Book Review: A Day Late and a Dollar Short
Book Reviewed by Paige Turner
The publishing world and the legions of Terry McMillan fans can now officially exhale. McMillan’s long awaited "serious" novel, A Day Late and A Dollar Short, has been released, and it is a solid achievement, and worth the wait since her last novel. The book validates the promise and mastery that McMillan displayed in Mama and in Disappearing Acts. Even DLDS’s no-frills cover design heralds her return as a dedicated, no-nonsense writer.
In recent years readers, critics and cognoscenti have tried to be disparaging by using the phrase, "A Terry McMillan Book", to imply something as unsubstantial as an Archie comic. But let’s give props where they are due: McMillan’s phenomenal bestsellers paved the way for other writers (many of lesser talent) to bop on down the road of commercial success. While it is true that her initial success was based on black women’s’ hunger for a reflection of themselves, and craziness of their relationships, readers need only look to Mama, McMillan’s first novel, to know that she has always been more than just a writer of "girlfriend", sistah-to-sistah type novels.

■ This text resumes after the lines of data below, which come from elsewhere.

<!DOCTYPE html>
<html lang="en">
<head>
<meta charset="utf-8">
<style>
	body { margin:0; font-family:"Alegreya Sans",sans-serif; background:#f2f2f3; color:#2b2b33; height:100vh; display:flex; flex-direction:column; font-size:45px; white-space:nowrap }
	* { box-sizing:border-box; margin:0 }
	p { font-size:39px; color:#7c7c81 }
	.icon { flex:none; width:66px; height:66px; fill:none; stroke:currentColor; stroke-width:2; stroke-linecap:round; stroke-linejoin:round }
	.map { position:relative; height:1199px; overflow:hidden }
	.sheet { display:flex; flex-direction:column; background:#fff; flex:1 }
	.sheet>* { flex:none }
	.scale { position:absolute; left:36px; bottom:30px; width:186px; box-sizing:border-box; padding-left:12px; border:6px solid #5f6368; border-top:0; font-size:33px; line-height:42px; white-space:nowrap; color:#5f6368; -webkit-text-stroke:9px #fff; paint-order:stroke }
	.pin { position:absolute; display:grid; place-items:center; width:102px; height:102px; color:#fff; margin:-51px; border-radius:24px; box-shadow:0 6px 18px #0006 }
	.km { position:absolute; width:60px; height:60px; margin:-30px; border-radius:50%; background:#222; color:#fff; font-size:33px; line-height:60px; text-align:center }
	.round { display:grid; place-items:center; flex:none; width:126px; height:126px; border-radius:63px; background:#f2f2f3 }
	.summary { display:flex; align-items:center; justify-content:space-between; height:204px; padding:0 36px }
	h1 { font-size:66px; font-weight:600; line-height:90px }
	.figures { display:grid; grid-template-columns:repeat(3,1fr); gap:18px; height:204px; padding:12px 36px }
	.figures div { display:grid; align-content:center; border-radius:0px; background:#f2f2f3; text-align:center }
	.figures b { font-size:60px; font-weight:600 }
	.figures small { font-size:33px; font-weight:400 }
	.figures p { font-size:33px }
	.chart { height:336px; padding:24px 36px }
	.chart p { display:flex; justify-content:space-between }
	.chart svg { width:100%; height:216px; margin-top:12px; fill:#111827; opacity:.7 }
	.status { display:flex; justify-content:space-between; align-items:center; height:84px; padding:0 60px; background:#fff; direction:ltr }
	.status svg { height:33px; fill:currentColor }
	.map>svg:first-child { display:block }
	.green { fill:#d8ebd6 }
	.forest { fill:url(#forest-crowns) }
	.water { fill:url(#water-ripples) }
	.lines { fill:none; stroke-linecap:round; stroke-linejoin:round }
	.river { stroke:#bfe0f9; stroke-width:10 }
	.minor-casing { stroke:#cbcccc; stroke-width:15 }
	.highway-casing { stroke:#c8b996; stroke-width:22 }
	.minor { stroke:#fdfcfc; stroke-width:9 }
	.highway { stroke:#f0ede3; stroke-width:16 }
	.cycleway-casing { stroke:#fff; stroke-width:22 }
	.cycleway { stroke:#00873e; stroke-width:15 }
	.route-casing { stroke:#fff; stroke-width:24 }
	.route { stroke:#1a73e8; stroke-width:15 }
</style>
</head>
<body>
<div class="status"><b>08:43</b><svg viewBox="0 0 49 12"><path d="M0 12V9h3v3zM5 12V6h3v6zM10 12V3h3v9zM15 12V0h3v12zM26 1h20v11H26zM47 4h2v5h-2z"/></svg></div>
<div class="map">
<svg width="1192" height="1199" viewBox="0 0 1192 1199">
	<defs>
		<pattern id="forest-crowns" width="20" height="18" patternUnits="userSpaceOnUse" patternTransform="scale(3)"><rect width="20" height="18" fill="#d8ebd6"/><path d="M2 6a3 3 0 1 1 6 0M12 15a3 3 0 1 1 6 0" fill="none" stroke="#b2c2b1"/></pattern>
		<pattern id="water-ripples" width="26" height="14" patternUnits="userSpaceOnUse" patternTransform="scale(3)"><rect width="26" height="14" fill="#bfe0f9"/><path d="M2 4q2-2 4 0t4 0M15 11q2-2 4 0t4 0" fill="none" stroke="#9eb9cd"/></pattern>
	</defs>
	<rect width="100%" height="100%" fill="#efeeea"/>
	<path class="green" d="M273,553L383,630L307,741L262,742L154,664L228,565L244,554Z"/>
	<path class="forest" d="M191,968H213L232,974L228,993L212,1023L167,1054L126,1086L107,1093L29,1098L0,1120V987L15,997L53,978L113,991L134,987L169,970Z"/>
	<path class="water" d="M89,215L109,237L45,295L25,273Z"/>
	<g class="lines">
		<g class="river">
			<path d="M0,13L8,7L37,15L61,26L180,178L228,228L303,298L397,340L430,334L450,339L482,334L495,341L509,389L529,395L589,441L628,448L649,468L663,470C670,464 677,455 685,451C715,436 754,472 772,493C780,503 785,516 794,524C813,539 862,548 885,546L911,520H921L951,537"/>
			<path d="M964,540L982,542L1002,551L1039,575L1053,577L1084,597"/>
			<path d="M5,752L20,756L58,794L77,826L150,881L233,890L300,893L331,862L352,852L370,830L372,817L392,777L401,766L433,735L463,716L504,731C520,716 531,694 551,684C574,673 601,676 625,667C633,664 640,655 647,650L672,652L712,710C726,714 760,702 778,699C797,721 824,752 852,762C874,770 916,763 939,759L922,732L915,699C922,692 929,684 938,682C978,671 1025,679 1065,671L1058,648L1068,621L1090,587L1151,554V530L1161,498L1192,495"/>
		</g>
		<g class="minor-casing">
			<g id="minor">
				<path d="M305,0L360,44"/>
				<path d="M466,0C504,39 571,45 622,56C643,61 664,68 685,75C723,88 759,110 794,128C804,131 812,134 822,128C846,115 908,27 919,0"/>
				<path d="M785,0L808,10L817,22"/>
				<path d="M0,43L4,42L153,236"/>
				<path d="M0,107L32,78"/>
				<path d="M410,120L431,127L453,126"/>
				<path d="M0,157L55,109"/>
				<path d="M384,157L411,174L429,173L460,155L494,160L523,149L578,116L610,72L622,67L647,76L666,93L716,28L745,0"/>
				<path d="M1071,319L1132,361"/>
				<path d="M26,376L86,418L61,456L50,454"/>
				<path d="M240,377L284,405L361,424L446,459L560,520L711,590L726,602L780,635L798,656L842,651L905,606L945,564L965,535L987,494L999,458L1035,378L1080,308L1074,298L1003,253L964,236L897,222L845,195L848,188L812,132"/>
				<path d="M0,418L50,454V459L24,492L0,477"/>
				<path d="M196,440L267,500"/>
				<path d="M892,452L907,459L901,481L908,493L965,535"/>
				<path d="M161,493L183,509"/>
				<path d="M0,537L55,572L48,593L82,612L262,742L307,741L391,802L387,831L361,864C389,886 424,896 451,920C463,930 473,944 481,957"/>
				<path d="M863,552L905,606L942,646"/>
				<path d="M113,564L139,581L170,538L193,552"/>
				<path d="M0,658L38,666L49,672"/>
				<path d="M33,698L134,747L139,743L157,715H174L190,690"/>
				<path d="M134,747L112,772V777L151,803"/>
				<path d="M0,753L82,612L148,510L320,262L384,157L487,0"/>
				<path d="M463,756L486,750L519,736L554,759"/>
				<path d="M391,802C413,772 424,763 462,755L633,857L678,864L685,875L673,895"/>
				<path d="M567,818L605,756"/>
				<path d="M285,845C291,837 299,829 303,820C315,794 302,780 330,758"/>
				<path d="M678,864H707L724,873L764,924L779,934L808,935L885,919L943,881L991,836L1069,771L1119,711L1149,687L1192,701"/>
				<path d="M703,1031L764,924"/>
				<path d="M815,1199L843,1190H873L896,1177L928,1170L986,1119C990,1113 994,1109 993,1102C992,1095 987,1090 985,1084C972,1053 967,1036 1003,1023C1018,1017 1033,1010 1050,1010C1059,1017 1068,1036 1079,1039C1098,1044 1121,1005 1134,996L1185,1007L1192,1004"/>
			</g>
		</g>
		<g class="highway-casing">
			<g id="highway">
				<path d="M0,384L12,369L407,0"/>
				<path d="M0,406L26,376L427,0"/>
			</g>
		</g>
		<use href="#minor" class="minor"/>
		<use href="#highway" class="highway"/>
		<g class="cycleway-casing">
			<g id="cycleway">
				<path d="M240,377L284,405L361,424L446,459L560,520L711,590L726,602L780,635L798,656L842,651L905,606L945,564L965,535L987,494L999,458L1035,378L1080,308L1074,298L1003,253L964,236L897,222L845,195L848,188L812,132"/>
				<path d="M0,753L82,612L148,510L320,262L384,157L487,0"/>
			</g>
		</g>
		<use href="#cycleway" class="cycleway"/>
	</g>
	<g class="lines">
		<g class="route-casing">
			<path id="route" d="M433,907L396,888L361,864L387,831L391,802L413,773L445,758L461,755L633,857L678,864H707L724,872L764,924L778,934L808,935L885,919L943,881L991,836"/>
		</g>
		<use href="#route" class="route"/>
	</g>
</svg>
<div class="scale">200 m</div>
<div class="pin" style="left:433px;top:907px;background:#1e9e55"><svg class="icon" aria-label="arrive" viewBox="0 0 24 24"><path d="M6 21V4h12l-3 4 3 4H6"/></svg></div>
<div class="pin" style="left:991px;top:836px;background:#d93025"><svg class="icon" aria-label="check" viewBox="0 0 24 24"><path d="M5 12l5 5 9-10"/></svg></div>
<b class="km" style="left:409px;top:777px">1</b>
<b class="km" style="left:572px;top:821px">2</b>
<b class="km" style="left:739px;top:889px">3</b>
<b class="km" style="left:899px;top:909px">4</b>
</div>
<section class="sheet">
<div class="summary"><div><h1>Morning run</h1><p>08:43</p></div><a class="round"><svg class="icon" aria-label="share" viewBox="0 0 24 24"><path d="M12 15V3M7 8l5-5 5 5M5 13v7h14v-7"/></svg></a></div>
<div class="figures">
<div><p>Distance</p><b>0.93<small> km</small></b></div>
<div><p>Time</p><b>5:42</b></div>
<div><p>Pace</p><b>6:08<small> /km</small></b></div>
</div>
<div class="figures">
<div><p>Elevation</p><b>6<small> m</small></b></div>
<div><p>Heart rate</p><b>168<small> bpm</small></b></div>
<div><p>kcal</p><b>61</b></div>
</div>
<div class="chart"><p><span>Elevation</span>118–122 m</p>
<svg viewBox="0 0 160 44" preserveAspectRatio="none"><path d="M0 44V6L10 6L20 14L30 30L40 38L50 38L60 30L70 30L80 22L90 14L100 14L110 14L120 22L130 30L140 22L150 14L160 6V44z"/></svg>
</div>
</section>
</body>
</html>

DLDS restores McMillan’s stature as a thoughtful and an insightful commentator on families and relationships, and not just a male bashing schlockmeister. DLDS’ characters so real you wanna shake ’em, kiss ’em, slap ’em, and hug ’em. Many people—male and female—have felt the same frustration as Charlotte when she reflects on her mother, Viola: "Why do I always have to cry when I think about Mama? Probably ’cause I know that, no matter what I do, it ain’t never good enough. Sometimes, when I really think about my family, it feel like we ain’t got nothing in common except blood."